The third comment relates to the fact that it seems now as a matter of routine accepted that it is entirely possible for District Judges sitting in the Court of Protection to address and give guidance upon ‘systemic’ matters (for another recent example, see The Public Guardian’s Severance Applications). Many of their judgments on individual cases have also had very considerable impact in shaping approaches more widely (think, for instance, of the judgment of DJ Eldergill in Manuela Sykes’ case). On one view, this could be said to reflect a rather cavalier departure in the CoP from the approach that applies in the civil courts to the status of judgments delivered by District Judges. Alternatively, it could be said to represent a realistic recognition that: (1) we are all still finding our way even almost exactly 10 years to the day since the Act came into force; (2) that the District Judges are entrusted to determine the vast bulk of the issues that come before the courts; and (3) that, in consequence, we can, and should, have regard to reasoned judgments reflecting their practical expertise in applying the MCA and the Court of Protection Rules.
The final point arises out of the coincidence of the fact that this decision was handed down on precisely the same day as M v A Hospital.
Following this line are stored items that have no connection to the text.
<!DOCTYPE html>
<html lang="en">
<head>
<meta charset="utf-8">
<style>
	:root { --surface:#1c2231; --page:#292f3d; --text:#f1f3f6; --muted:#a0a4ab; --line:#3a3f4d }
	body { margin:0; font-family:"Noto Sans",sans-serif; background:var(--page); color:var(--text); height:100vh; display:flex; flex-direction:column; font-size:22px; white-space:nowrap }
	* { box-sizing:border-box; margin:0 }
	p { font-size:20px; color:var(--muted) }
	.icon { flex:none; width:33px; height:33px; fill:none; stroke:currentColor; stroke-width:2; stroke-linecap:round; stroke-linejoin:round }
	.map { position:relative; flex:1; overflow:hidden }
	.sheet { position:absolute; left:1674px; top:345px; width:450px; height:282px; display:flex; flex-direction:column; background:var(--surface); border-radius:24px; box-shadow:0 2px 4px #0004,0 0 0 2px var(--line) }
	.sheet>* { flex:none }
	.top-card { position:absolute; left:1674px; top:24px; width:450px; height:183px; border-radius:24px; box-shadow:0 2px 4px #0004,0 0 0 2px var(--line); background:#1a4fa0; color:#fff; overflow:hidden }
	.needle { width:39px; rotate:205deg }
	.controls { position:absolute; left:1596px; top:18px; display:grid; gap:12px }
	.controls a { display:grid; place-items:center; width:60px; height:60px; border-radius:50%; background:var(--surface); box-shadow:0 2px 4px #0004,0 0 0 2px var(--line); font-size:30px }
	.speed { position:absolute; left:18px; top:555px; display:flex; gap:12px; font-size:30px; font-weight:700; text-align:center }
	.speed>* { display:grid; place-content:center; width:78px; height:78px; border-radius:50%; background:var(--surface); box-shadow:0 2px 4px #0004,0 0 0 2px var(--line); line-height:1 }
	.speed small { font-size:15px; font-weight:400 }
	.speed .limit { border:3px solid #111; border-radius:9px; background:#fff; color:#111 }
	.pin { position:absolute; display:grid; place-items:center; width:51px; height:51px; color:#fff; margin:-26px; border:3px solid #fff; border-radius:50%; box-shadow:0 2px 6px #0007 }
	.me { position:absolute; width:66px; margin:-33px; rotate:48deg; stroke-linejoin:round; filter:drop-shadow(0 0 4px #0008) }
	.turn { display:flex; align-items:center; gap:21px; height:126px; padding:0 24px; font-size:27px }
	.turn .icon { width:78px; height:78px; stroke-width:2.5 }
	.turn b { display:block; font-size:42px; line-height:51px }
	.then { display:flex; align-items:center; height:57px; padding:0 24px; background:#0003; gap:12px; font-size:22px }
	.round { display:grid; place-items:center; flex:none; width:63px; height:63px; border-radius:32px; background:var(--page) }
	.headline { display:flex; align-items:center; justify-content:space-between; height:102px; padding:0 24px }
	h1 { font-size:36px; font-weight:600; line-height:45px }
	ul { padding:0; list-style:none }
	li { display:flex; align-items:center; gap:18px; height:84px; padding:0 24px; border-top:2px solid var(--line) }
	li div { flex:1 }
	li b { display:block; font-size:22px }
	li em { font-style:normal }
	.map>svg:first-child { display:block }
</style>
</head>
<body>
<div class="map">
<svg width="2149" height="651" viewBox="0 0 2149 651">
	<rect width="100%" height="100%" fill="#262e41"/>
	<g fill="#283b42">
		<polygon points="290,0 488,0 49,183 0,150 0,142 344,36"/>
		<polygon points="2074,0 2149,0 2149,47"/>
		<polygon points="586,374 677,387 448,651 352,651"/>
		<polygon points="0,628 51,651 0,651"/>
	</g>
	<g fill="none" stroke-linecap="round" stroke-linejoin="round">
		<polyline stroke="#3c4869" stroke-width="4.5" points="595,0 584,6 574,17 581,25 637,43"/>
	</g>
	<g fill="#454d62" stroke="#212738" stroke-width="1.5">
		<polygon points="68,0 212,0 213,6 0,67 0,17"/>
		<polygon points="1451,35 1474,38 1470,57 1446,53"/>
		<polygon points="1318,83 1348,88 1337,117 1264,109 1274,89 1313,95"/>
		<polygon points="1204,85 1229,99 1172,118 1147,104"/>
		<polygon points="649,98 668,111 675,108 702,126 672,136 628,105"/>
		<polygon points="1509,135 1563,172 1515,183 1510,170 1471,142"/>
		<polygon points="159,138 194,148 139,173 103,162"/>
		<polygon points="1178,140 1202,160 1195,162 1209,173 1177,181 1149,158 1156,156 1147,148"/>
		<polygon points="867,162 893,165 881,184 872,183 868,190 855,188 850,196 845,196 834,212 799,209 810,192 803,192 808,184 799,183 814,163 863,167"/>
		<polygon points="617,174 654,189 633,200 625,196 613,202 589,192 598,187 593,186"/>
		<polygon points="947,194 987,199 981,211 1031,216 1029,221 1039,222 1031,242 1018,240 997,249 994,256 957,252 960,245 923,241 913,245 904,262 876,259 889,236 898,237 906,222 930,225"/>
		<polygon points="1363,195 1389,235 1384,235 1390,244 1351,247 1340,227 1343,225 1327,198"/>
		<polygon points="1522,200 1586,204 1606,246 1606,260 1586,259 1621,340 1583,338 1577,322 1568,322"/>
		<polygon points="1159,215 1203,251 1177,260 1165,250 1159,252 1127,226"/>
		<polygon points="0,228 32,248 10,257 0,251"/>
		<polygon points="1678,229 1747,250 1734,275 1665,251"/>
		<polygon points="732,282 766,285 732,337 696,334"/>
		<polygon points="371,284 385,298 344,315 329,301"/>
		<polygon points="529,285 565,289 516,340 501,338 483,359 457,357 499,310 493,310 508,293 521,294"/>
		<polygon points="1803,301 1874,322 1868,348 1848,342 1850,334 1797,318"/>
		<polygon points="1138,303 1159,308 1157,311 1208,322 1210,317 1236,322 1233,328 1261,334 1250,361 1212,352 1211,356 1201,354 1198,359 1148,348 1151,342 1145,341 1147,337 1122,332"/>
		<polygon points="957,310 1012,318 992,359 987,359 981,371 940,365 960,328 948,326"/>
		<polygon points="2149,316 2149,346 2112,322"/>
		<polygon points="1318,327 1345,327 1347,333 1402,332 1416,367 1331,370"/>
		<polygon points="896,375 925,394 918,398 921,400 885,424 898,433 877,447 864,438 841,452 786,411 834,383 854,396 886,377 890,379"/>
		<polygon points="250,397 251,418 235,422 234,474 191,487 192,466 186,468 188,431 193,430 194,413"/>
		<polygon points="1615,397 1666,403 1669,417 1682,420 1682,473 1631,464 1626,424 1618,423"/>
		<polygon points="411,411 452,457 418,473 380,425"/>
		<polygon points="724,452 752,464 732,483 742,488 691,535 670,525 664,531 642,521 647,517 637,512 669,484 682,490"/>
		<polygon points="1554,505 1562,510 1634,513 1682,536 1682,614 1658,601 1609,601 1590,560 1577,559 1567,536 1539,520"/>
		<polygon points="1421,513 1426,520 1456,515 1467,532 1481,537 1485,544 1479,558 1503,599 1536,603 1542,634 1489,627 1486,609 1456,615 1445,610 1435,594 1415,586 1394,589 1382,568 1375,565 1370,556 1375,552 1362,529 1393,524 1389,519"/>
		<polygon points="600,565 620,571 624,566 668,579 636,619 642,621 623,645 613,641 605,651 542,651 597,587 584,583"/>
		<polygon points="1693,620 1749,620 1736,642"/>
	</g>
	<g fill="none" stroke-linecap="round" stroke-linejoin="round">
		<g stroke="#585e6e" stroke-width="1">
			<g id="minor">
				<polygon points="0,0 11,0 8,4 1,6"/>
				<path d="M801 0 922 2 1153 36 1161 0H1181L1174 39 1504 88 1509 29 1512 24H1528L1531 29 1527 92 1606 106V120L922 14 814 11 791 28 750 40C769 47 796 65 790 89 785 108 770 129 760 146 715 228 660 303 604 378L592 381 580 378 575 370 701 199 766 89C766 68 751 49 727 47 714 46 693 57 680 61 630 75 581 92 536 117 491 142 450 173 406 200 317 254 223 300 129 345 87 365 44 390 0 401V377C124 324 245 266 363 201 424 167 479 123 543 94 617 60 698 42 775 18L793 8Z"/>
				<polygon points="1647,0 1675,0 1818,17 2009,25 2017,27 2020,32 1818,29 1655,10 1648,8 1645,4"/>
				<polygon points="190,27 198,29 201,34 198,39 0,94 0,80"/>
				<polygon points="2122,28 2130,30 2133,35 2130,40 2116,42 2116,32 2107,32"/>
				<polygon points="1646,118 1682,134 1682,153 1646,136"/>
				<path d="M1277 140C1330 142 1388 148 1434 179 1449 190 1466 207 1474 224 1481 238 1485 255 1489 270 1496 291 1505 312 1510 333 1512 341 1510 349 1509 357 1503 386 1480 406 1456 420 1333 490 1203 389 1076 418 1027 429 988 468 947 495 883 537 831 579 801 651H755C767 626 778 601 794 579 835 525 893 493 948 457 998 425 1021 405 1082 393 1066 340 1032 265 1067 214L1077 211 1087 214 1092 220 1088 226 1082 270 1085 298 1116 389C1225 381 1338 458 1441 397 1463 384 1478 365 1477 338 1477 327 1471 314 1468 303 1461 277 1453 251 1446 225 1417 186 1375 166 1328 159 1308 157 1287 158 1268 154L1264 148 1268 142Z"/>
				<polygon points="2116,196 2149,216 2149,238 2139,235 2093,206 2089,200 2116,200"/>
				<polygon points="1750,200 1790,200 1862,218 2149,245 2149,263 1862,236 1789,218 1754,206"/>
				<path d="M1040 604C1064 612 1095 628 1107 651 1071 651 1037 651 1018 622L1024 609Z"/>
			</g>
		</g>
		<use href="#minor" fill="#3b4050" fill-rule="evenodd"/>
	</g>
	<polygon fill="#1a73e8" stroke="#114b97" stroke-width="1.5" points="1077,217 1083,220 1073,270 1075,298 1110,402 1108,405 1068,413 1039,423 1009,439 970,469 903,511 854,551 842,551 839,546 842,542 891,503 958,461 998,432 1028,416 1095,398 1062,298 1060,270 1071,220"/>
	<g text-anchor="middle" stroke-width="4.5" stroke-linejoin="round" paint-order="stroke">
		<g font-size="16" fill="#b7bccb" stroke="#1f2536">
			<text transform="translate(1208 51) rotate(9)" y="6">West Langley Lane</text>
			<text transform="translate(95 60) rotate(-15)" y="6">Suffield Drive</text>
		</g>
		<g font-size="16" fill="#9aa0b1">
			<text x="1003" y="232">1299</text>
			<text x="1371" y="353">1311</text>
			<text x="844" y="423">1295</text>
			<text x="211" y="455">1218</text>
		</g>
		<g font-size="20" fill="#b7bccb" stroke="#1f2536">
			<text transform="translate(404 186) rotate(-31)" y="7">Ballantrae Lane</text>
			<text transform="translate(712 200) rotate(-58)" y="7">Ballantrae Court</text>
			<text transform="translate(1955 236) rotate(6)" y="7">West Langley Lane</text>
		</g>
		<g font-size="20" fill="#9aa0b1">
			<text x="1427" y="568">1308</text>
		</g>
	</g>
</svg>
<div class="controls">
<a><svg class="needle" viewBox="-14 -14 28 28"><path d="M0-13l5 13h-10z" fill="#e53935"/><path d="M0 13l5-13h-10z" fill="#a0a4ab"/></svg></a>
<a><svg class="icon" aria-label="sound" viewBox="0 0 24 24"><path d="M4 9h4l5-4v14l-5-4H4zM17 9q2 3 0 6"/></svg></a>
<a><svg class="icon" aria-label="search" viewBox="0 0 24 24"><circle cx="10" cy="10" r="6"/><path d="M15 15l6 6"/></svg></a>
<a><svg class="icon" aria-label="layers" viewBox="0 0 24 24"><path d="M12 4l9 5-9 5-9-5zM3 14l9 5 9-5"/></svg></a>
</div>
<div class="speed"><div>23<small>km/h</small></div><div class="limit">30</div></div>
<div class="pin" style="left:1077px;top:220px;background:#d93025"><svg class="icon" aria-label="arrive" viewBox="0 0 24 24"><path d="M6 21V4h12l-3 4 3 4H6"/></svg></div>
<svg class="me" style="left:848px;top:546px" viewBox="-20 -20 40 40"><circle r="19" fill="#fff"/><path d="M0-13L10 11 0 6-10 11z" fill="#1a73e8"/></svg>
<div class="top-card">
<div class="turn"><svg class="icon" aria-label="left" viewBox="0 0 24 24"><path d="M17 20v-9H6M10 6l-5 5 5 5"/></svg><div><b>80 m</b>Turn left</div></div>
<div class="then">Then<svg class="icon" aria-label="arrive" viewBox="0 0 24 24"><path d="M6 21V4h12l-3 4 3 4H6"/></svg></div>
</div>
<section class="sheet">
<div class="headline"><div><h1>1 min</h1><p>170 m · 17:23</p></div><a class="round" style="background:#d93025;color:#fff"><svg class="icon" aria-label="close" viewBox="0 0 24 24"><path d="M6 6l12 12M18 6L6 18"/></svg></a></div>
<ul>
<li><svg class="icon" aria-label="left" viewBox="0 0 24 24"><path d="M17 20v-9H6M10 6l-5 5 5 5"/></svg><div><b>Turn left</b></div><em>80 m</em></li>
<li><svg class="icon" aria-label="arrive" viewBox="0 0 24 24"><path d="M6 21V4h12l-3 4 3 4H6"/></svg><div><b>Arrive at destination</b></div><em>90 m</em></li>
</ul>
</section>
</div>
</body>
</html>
In that case, the Official Solicitor made the strong submission that Peter Jackson J should not address the question of whether applications to the Court of Protection should be made in treatment withdrawal cases because his conclusions would be obiter, the application in M’s case having been made. In the present case, by contrast, the Official Solicitor expressly invited the court to give ‘guidance’ as to the approach to be adopted to Rule 3A representatives, notwithstanding that this issue could be said to be academic given that JA had made clear she did not wish to act as her son’s representative. Put side by side, the two cases show the difficulties in enlisting the assistance of the court in relation to ‘systemic’ issues which go wider than the facts of individual cases. It is frequently clearly proportionate and sensible to ensure that either a change in the facts or the concentration by the court on the immediately necessary issues first does not prevent the court (in an appropriate case) indicating how matters should be handled in the future. But how then to avoid the ‘obiter trap’? Perhaps the most sensible way to do so is to identify that there is not a simple distinction between ‘ratio’ and ‘obiter,’ but to recognise as did Megarry J (as he then was) in Brunner v Greenslade  Ch 993 and 1002 that: “[a] mere passing remark, or a statement or assumption on some matter that has not been argued, is one thing; a considered judgment on a point fully argued is another, especially where, had the facts been otherwise, it would have formed part of the ratio. Such judicial dicta, standing in authority somewhere between a ratio decidendi and an obiter dictum, seem to me to have a weight nearer to the former than the latter…” I would respectfully suggest that – viewed through that prism – the observations of DJ Bellamy escape the obiter trap.